[What needs to be done] All lines with the word "above" must be pulled from the entries below.

Records from a data source:
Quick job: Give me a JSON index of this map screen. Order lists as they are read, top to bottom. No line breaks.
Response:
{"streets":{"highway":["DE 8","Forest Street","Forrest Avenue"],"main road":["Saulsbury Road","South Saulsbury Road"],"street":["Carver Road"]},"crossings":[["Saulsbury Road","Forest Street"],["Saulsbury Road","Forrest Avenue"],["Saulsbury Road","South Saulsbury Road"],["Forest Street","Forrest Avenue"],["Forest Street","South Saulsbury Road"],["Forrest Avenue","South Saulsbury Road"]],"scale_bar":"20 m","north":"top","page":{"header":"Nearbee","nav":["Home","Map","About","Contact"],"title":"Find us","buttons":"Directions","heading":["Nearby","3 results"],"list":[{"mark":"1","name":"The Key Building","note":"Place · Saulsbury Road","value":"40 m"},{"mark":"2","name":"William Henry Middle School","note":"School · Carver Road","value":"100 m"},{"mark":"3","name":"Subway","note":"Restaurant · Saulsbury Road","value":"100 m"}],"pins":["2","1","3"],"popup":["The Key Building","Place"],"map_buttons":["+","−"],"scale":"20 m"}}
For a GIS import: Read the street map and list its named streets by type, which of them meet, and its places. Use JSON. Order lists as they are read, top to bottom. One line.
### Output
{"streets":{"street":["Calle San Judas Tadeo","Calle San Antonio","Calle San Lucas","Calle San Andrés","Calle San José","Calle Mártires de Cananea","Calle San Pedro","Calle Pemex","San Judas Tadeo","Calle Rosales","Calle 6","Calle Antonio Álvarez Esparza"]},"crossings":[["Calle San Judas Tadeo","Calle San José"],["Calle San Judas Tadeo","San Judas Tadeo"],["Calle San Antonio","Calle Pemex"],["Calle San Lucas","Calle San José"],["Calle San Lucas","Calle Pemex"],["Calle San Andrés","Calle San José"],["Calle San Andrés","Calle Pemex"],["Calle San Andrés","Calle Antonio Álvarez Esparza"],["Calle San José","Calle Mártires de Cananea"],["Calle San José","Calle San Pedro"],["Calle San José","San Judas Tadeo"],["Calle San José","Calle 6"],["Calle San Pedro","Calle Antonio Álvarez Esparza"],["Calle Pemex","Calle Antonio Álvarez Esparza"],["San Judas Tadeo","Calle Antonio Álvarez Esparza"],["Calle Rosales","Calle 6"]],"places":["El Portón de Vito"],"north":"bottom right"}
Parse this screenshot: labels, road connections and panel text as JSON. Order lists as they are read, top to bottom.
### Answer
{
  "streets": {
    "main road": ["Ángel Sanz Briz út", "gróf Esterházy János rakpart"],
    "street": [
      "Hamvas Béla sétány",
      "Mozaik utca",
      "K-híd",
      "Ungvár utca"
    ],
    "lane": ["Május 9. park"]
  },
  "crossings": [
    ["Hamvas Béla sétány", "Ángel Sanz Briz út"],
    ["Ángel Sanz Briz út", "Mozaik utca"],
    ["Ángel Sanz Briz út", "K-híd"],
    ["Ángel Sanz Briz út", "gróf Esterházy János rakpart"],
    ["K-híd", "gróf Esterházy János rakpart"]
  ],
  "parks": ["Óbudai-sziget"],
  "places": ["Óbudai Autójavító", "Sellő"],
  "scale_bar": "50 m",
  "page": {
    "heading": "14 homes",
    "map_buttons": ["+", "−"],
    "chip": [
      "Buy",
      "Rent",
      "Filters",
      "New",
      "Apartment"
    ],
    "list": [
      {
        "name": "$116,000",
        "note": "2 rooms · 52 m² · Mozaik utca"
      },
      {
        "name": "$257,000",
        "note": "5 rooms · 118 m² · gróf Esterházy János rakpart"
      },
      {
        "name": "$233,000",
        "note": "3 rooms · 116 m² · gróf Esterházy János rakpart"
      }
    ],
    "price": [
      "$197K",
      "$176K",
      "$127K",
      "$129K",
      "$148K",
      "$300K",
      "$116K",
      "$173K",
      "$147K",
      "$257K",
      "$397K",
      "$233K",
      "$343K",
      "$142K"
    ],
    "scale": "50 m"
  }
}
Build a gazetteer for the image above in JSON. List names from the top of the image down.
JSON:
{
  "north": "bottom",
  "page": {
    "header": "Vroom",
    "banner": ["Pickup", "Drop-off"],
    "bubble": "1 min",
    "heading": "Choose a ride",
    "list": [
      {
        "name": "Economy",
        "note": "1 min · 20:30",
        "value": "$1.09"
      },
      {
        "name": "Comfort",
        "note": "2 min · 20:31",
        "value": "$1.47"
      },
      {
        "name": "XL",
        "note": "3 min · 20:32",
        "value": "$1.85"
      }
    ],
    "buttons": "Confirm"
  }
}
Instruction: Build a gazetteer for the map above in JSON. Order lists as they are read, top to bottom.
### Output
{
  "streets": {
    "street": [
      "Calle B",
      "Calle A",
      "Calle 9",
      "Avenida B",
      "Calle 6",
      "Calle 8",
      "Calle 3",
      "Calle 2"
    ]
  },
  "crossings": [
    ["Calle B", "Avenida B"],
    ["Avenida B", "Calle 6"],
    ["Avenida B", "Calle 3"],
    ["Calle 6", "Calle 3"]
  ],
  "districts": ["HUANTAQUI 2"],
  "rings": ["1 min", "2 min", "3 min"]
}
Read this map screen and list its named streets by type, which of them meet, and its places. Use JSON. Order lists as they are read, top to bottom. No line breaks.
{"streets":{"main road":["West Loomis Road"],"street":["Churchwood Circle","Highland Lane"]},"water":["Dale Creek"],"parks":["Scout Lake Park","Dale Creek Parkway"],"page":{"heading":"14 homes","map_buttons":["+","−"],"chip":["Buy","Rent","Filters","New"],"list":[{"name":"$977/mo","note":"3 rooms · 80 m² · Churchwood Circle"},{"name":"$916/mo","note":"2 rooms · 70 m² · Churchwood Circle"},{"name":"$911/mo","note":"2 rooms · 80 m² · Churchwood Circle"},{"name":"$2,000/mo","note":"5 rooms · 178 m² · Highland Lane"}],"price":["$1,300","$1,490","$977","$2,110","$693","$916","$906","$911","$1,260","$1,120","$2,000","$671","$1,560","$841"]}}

[Answer section]
Build a gazetteer for the image above in JSON. List names from the top of the image down.
Instruction: Build a gazetteer for the map above in JSON. Order lists as they are read, top to bottom.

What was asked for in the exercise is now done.